NOAH’s past list of scale-ups reveals a “who’s who” of Unicorns attending conferences in London and Berlin.
At London this year there were over 2,000 attendees, including 80+ of Europe’s leading digital businesses and 70+ hand-picked top start-ups on stage.
Over the 2 days, myself and Mutual Benefits Founding Partner, Yann Mauchamp, had a series of meetings with digital companies and investors to explore specific projects and hear about the focus and challenges of scale-ups at different stages of the international growth journey.
During the conference we met with 43 CEOs from 12 European countries, as well as participating in workshops and listening to the excellent line-up of speakers on the main and startup stages.
What were the key themes we observed over the two days that are relevant to CEOs looking at entering international markets and scaling growth?
It’s often been said that there’s never been an easier time to start a business, but on the flip-side it’s never been harder to scale a business internationally. Investors told us that most companies underestimate the costs of international expansion by us much as 50%.
From a European perspective, the difficulty in raising capital compared with their US competitors continues to be an issue, with the problem in some countries being more acute. Yet the speed in which US companies now go international has dropped from 7-8 years in the early to mid 2000s to around 3 years today.

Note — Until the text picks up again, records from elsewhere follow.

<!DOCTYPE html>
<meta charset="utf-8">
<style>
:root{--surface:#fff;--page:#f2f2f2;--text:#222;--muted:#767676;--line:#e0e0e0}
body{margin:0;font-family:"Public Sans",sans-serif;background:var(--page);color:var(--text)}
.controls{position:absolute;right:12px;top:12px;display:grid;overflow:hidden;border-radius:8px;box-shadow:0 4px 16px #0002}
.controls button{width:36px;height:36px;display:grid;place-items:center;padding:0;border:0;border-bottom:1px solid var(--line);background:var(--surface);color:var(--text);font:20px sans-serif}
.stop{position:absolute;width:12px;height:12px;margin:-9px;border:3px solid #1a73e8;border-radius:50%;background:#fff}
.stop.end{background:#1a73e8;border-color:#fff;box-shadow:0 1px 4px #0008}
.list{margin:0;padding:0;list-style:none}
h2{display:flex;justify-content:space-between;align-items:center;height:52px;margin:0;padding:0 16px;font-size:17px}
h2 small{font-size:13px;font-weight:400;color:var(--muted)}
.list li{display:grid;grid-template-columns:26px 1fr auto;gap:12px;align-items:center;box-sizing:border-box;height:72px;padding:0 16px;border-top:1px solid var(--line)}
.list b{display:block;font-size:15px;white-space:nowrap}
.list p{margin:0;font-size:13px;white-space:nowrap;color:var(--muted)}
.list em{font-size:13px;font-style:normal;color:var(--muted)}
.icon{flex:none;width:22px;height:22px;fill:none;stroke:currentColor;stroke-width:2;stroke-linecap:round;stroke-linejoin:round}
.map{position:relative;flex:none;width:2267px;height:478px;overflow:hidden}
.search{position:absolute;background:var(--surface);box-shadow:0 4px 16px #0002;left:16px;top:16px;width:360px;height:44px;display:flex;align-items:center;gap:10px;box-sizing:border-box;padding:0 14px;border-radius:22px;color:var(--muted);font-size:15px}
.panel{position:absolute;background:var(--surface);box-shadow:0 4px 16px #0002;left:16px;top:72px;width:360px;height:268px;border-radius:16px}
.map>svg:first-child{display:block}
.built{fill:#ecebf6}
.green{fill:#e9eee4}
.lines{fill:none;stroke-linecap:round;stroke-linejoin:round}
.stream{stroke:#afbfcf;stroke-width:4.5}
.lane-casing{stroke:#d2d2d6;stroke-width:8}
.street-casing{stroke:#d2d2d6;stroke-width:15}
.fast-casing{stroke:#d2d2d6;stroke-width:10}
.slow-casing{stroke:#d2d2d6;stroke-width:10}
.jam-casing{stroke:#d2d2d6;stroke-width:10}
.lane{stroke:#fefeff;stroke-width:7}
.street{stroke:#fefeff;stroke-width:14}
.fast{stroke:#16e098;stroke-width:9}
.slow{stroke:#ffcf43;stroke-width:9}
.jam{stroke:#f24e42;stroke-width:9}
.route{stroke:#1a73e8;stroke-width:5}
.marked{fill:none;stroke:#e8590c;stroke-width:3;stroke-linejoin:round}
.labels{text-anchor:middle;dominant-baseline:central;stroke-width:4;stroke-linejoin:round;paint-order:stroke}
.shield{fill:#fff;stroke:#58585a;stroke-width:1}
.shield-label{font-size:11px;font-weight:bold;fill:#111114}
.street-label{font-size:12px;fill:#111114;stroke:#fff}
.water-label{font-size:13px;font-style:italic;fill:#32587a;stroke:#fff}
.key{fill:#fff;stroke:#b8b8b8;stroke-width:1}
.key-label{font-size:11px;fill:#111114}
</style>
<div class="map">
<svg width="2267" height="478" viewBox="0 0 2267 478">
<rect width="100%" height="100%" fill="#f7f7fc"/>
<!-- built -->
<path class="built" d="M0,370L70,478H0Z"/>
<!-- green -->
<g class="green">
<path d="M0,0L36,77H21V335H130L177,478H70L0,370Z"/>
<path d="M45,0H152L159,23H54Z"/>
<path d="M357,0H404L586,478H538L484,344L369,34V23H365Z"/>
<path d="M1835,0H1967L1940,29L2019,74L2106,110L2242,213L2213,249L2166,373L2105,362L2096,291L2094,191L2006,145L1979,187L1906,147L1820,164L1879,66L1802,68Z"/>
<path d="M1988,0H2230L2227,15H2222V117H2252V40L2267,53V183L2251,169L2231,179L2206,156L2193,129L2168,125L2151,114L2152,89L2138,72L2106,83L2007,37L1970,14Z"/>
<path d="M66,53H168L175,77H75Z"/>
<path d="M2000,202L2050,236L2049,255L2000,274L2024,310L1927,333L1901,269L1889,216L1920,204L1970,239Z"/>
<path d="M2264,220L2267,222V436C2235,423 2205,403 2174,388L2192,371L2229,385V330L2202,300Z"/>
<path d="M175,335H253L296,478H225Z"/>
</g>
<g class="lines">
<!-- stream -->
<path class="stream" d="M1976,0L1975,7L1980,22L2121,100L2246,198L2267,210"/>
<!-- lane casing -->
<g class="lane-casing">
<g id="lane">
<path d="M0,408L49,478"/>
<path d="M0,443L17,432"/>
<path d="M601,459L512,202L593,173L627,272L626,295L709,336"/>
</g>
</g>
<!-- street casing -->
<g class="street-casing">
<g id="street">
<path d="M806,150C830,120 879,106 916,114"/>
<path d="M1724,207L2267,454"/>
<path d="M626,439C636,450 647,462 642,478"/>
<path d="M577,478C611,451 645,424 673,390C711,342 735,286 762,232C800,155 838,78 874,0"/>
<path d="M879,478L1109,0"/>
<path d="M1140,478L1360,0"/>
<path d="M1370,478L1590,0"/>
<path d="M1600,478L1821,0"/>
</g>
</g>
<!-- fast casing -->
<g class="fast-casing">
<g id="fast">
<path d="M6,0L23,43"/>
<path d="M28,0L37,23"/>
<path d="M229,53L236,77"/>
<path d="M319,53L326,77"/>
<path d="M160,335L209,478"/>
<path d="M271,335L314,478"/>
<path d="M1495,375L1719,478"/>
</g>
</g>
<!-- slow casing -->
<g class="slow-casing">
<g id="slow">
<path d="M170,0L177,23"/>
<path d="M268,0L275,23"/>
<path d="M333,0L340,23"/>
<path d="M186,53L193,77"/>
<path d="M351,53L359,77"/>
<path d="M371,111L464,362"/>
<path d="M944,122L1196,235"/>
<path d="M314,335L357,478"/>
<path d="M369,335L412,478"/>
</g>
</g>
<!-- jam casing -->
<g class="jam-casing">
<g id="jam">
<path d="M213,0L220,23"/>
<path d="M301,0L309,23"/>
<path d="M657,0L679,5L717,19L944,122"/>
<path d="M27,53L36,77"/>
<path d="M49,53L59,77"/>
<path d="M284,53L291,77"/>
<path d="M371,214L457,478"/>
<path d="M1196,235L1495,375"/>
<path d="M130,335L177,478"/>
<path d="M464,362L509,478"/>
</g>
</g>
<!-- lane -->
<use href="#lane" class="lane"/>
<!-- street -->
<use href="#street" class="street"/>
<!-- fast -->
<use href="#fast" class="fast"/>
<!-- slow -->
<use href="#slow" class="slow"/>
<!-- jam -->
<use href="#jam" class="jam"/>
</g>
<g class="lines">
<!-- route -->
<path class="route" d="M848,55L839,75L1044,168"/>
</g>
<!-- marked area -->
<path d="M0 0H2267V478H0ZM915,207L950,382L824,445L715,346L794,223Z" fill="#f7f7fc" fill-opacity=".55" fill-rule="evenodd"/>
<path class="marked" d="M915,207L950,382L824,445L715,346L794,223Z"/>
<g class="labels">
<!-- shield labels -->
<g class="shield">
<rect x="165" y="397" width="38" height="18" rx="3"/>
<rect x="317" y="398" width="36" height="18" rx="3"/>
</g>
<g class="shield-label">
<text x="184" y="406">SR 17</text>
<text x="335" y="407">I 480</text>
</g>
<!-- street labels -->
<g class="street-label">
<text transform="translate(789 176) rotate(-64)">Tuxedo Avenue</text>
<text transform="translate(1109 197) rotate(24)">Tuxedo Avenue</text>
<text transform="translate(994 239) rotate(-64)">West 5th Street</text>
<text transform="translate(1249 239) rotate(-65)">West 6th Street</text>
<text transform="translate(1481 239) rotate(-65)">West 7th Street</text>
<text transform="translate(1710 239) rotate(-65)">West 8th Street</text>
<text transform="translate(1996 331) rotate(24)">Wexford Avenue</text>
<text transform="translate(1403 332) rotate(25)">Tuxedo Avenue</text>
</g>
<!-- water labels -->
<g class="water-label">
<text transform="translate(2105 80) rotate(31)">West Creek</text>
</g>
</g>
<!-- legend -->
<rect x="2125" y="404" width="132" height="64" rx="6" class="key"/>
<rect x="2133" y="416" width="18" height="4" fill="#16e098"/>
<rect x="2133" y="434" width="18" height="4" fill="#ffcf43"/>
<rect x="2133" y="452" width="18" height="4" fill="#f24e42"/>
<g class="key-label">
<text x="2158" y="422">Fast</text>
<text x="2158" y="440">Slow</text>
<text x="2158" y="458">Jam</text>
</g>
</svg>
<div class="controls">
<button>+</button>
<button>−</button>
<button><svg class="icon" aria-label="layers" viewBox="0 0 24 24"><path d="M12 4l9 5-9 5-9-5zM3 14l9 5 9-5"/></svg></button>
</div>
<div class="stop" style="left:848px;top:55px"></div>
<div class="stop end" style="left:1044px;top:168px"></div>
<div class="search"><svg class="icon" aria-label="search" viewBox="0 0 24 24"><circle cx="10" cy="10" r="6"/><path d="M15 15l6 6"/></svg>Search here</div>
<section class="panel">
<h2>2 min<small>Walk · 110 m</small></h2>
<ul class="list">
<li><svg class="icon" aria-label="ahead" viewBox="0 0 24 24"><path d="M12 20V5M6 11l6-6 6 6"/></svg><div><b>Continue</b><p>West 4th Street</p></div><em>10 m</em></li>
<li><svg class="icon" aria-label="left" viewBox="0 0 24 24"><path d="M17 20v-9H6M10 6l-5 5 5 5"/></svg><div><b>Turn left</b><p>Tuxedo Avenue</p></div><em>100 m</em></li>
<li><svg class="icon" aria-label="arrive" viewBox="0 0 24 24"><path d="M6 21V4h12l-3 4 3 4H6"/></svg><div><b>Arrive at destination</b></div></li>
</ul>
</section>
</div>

We found this theme recurring in many conversations with CEOs who recognise the need to take an “international first” approach and find partners who can assist with expanding into new markets sooner rather than later, when they could potentially be locked-out by swifter, better funded rivals.
Of the CEOs we met (all of which were European companies) the top geographical market of interest was the UK, followed by France and Spain. This was despite the acceptance that the UK can be a challenging market to crack due to the maturity of its competitor landscape. However, it’s likely this was somewhat skewed by the event location in London and because many of the ambitious CEOs we met were already strong in key local European markets, such as Germany.
Outside of the theme of international markets the other main topic of conversation across the conference was “cryptocurrencies” and the rise of Initial Coin Offerings.
According to this analysis, since the beginning of 2017, 130 ICOs have raised $2.7B, with Initial Coin Offerings now around 3x ahead of crowdfunding as a % of all Series A rounds.
ICOs have both their supporters and sceptics (we’ll see how this plays out over the coming years) but, since the US accounts for more that half of all ICOs, it shows that European companies are lagging behind with a new source of funding for growth.
Our take away from NOAH 2017 London: To remain competitive, European scale-ups need to be “international first” and find innovative ways to support expansion into new geographies.